My Python Code (main.py):

import cppcode
if __name__ == "__main__":
    cppcode.runcpp()

Shell Output:

$ g++ -Wall -shared -fPIC cppcode.cpp -o cppcode.so -lpython2.7 -lboost_python -I/usr/include/python2.7/
$ g++ -Wall cppcode.cpp -o main -lpython2.7 -lboost_python -I/usr/include/python2.7/
$ (time python main.py >> time.txt) && (time ./main >> time.txt)

real    10m26.519s
user    10m25.042s
sys     0m0.737s

real    10m48.754s
user    10m47.796s
sys     0m0.763s

As you can see from the shell output above, when python ran the C++ "runcpp" function, it ran ~20 seconds faster than when C++'s main() function ran the same "runcpp" function. Does anyone have any idea as to why Python executed the same function faster than C++? Or am I reading it wrong?

like image 794
Snake2k Avatar asked Feb 28 '26 19:02

Snake2k


1 Answers

Remove all print statements - these cause the program to pause and you're benchmarking the time your system spends doing I/O which is highly variable and blankets any differences between your Python and your pure C++ runtime.
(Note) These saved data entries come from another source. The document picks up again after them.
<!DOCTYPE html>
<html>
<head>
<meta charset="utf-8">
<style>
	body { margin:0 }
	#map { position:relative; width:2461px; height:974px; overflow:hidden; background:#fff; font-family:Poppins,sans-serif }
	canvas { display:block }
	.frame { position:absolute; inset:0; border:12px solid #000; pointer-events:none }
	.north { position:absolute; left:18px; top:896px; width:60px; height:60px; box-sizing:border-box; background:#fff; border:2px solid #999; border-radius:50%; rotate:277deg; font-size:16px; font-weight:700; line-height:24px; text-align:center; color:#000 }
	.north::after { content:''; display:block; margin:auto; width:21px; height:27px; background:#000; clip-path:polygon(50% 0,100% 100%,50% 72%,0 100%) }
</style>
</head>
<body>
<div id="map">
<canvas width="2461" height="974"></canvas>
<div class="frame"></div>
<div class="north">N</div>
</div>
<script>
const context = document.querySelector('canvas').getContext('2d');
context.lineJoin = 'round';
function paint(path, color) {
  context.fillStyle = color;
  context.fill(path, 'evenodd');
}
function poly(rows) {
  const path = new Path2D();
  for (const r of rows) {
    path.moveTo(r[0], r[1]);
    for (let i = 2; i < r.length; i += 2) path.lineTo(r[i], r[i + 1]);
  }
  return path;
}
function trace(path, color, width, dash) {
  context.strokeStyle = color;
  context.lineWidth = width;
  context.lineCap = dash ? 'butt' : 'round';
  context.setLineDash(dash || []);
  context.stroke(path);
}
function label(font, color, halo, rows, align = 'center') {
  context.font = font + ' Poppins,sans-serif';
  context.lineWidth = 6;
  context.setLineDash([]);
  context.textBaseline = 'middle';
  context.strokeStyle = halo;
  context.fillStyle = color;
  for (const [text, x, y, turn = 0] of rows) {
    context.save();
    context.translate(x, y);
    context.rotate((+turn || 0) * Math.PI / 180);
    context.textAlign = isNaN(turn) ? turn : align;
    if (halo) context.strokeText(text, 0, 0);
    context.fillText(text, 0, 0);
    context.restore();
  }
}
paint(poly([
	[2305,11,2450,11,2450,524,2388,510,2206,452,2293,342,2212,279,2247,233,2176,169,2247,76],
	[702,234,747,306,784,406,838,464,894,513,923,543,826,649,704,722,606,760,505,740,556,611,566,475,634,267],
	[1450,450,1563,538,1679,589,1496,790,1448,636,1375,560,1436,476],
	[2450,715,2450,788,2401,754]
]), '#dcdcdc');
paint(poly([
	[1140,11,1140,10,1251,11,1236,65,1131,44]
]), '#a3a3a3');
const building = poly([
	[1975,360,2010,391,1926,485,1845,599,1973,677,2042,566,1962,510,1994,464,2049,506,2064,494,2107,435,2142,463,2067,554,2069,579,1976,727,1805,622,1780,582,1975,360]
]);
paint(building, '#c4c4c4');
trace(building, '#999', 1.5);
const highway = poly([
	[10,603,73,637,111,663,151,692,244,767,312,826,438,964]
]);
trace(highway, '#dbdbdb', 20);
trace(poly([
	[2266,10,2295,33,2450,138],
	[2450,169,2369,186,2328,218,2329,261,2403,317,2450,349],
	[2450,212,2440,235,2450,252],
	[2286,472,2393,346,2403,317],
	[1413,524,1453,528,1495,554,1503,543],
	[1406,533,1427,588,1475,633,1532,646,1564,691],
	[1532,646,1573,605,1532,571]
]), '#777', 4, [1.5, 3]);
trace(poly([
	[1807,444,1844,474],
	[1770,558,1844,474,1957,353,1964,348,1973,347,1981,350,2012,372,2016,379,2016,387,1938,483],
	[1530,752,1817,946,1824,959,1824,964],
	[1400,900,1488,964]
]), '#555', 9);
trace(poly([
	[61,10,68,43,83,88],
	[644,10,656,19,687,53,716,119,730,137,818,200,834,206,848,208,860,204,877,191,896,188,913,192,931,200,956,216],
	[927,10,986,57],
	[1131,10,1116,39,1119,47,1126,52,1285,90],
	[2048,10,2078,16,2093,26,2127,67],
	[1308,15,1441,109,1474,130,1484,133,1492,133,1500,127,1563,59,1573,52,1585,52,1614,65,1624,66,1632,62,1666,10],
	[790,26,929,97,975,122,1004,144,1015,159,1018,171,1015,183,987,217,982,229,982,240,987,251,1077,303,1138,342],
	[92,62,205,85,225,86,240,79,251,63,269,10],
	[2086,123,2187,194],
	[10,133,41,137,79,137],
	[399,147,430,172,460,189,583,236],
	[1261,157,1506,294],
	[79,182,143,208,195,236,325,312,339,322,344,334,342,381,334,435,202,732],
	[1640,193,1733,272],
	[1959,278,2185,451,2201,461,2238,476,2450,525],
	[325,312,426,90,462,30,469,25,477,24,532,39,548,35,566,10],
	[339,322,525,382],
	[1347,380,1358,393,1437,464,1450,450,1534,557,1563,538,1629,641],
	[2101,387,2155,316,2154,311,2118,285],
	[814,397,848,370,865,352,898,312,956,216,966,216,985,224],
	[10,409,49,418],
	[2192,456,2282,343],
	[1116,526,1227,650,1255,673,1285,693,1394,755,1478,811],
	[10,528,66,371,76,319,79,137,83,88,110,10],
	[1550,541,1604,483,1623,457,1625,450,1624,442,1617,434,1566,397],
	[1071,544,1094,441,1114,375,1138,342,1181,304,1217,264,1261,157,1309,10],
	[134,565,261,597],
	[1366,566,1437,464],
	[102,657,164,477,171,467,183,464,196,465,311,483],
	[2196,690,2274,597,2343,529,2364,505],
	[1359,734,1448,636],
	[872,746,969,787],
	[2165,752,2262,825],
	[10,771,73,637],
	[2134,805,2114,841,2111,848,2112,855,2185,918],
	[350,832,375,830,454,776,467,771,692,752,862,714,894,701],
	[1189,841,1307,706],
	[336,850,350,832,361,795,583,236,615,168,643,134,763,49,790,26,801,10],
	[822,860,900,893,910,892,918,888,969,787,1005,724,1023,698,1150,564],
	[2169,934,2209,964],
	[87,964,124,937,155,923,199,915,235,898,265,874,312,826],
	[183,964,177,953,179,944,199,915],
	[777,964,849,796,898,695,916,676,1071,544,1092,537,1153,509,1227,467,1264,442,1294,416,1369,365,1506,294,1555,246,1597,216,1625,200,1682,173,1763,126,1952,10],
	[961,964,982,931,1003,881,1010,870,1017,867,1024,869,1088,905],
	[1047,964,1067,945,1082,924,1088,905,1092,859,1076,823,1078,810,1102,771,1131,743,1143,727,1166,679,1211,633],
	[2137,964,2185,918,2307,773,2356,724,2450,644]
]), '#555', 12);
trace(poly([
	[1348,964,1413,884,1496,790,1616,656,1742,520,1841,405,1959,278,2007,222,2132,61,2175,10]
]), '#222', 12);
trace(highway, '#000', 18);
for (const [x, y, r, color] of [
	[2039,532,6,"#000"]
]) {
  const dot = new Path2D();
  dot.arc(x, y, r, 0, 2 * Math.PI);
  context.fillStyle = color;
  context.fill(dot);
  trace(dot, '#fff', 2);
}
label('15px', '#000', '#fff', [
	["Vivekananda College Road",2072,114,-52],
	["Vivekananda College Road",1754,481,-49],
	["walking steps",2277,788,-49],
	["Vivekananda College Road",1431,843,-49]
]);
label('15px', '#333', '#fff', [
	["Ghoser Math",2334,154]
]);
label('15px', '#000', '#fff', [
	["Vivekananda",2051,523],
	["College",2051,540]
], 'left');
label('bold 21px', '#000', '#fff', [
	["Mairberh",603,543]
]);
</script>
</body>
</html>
Try doing some heavy mathematical computation like finding the first 1000 primes for a more fair comparison.

Having said that, I don't expect your C++ program to outperform your Python program by much if at all. They should be neck-to-neck for the most part with the only possible disadvantage for Python being its interpreter's "boot-up" time.